Damit haben sich die historisch fundierten Fakten über Santa María de Eunate bereits erschöpft. So entstand im Laufe der Zeit ein ausgezeichneter Nährboden für abstruse Geschichten, abwegige Spekulationen oder esoterische Hirngespinste. Dabei hielt sich eine Legende über die Jahrhunderte besonders hartnäckig. Sie erzählt vom Pakt des Baumeisters mit den dunklen Kräften der Unterwelt.

Die Legende um das fliegende Portal

Santa María de Eunate befand sich bereits kurz vor der Einweihung, als der Baumeister eine ominöse Mitteilung erhielt, die ihn umgehend zum Aufbruch zwang. Er bat seine Auftraggeber um Nachsicht und versprach eine baldige Rückkehr. Doch Tage und Wochen zogen ins Land, ohne eine Nachricht oder ein Lebenszeichen des Baumeisters. Der Abt wurde ungeduldig. Ihm lag sehr daran, das Gotteshaus endlich mit liturgischem Leben zu füllen. Da einzig das Portal auf seine Fertigstellung wartete, beschloss er diesen Auftrag in die Hände eines alteingesessenen Steinmetzes aus der Nachbarschaft zu vergeben. Der Jentilak, man nannte ihn so, weil er mit seiner Größe und seinen außerordentlichen Kräften dem Riesen aus der baskischen Mythologie ähnelte, erschuf innerhalb von nur drei Tagen ein künstlerisch einzigartiges Portal. Die Mönche waren begeistert und verschwendeten keinen Gedanken mehr an den abtrünnigen Baumeister.

romanisches Nordportal der Iglesia Santa Maria de Eunate

Doch siehe da, nur kurze Zeit später kehrte dieser überraschend zurück, um sein angefangenes Werk zu vollenden. Beim Anblick des fertig gestellten Portals, stellte er den Abt zur Rede und verlangte die Einhaltung des abgeschlossenen Vertrags. Die Mönche berieten sich eingehend, waren sie doch mit dem jetzigen Portal überaus zufrieden. Andererseits fühlten sie sich verpflichtet, zu ihrem einst gegebenen Wort zu stehen. Sie boten dem Steinmetz deshalb folgenden Kompromiss an: Sollte er in der Lage sein, in derselben Zeit wie der Jentilak, ein neues Portal anzufertigen, wären sie bereit, es gegen das alte auszuwechseln. Nolens volens nahm der Baumeister den Vorschlag an.

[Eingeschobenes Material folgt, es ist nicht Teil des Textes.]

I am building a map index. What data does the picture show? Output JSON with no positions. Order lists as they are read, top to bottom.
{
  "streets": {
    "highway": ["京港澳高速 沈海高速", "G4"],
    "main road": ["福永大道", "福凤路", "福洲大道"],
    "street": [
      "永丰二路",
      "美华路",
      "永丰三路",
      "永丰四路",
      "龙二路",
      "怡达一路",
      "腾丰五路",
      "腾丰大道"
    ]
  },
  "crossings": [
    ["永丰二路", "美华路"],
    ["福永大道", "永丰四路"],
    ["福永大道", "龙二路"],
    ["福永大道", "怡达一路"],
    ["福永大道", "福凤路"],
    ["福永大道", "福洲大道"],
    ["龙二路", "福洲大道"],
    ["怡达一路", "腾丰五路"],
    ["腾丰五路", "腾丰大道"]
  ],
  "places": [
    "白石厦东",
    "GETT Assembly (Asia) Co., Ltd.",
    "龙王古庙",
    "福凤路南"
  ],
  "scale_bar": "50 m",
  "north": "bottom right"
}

Nach eingehender Begutachtung des mit Ornamenten und Figuren reich geschmückten Werkes seines Kontrahenten, verlor der Steinmetz jegliche Hoffnung den Auftrag der Mönche erfüllen zu können. Nur ein Zauber konnte ihm aus der ausweglosen Situation helfen.

Betrug tut selten gut

Also wandte sich der Baumeister an eine Hexe, die ihm verriet, wie er den Mönchen fristgerecht sein Werk abliefern konnte. Sie hieß ihn, sich in der Johannisnacht an die Ufer des Río Robo zu begeben. Dort träfe er auf eine Schlange, die jedes Jahr die besonderen Mächte dieser Nacht für eine rituelle Waschung nutze. Diese Schlange, so erklärte die Hexe, würde einen Mondstein aus ihrem Schlund heraufwürgen und in Ufernähe ablegen. Diesen magischen Mondstein gelte es vorsichtig in einen goldenen, mit Wasser gefüllten Kelch zu legen. Das Wasser dürfe sich dabei auf keinen Fall bewegen. Danach müsse der Baumeister nur den nächsten Tag abwarten. Mit diesen Worten entließ die Hexe den verdutzten Mann.

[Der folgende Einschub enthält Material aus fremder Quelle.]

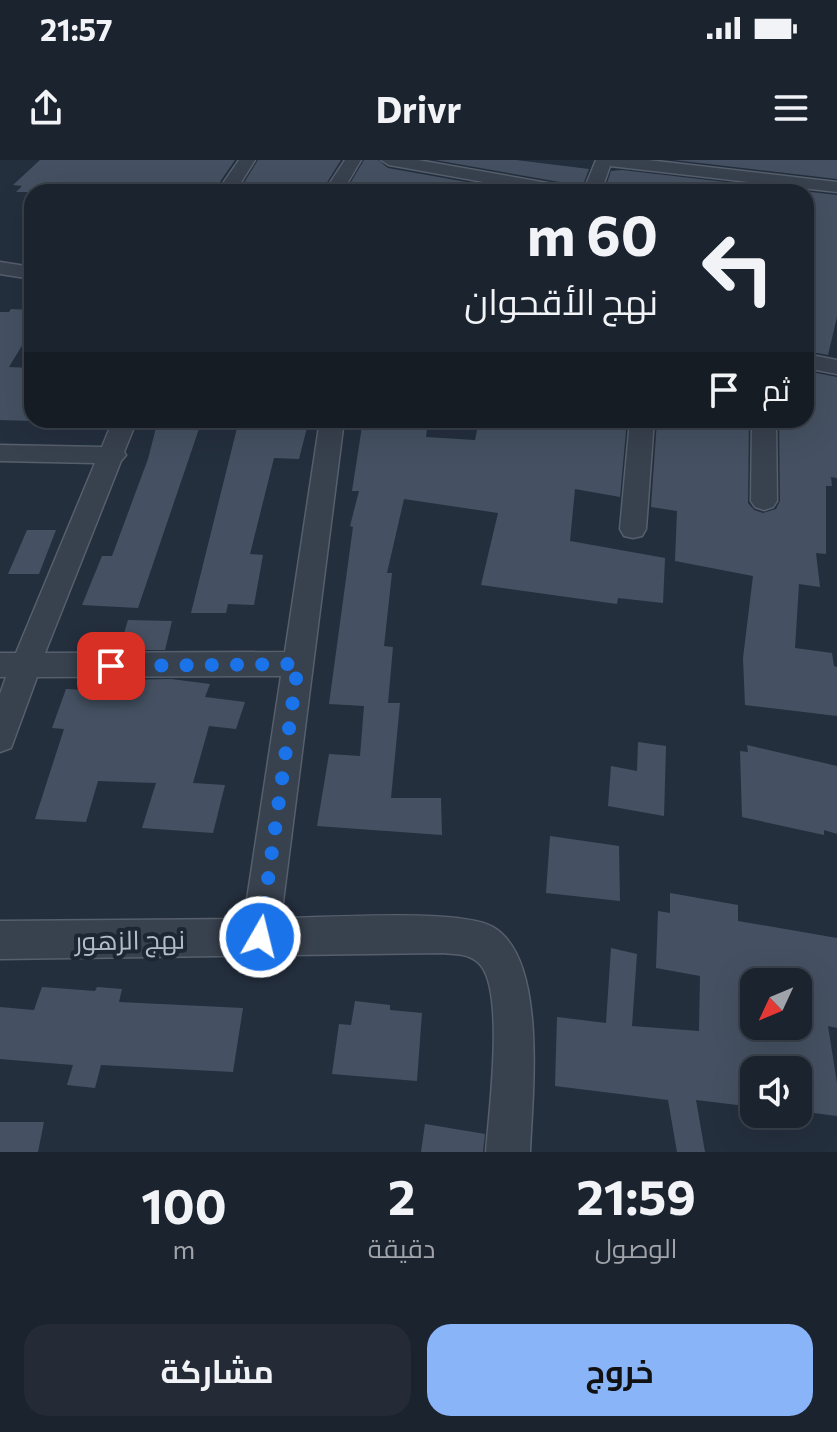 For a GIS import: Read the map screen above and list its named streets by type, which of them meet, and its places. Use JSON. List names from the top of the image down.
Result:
{
  "streets": {
    "street": ["نهج الزهور"]
  },
  "north": "bottom left",
  "page": {
    "status": "21:57",
    "header": "Drivr",
    "turn": ["60 m", "نهج الأقحوان"],
    "then": "ثم",
    "eta": [
      "21:59",
      "الوصول",
      "2",
      "دقيقة",
      "100",
      "m"
    ],
    "buttons": ["خروج", "مشاركة"]
  }
}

Gesagt, getan. Alles spielte sich exakt so ab, wie die Hexe prophezeit hatte. Die Schlange erschien, spie den verführerisch weiß-bläulich schimmernden Mondstein aus, den der Baumeister aufsammelte und vor Ehrfurcht zitternd in dem mit Wasser gefüllten goldenen Kelch platzierte. Der Baumeister konnte noch beobachten, wie unter der Oberfläche des bewegten Wassers das Portal Formen annahm, als ihn eine plötzliche Müdigkeit überkam. Kaum hatte er sich niedergelegt, war er auch schon eingeschlafen.

Am nächsten Morgen weckten ihn lautstarkes Gemurmel und emsiges Treiben. Die gesamte Mönchsgemeinschaft hatte sich um ihn versammelt und bewunderte sein meisterlich gefertigtes Portal. Doch als alle genauer hinsahen, erkannten sie, dass es sich um eine exakte Kopie des bereits an der Kirche befindlichen Portals handelte. Mit einer Ausnahme, es war spiegelverkehrt. Als der Abt die Frage stellte, ob der Baumeister tatsächlich wünsche, dass man das Portal des Jentilak gegen sein Spiegelbild austauschen soll, geriet der Steinmetz außer sich vor Wut. Er versetzte seinem Werk einen kräftigen Tritt, sodass das Portal bis in den Nachbarort Olcoz flog, wo es noch heute die Kirche schmückt.

Santa María de Eunate – ein Bild wie gemalt

Mit dieser Anekdote im Hinterkopf mache ich mich auf den Weg. Blauer Himmel über und eine langsam dahinschlängelnde Blechlawine vor mir, eskortieren mich von meiner Unterkunft in Olite bis zur Abzweigung auf die NA-601. Nach wenigen Kilometern stoße ich auf das ersehnte Hinweisschild Sta. María de Eunate. Und da steht die geheimnisvolle Schöne auch schon vor mir in der kühlen Morgenluft. Eine achteckige Kapelle mit dem offenen Säulengang, inmitten kahlgeschorener Getreidefelder und umgeben von einer magischen Stille. Ein Bild wie gemalt und ganz für mich allein. Gänsehaut stellt sich ein, wie beim Anblick des Felsenklosters von San Juan de la Peña.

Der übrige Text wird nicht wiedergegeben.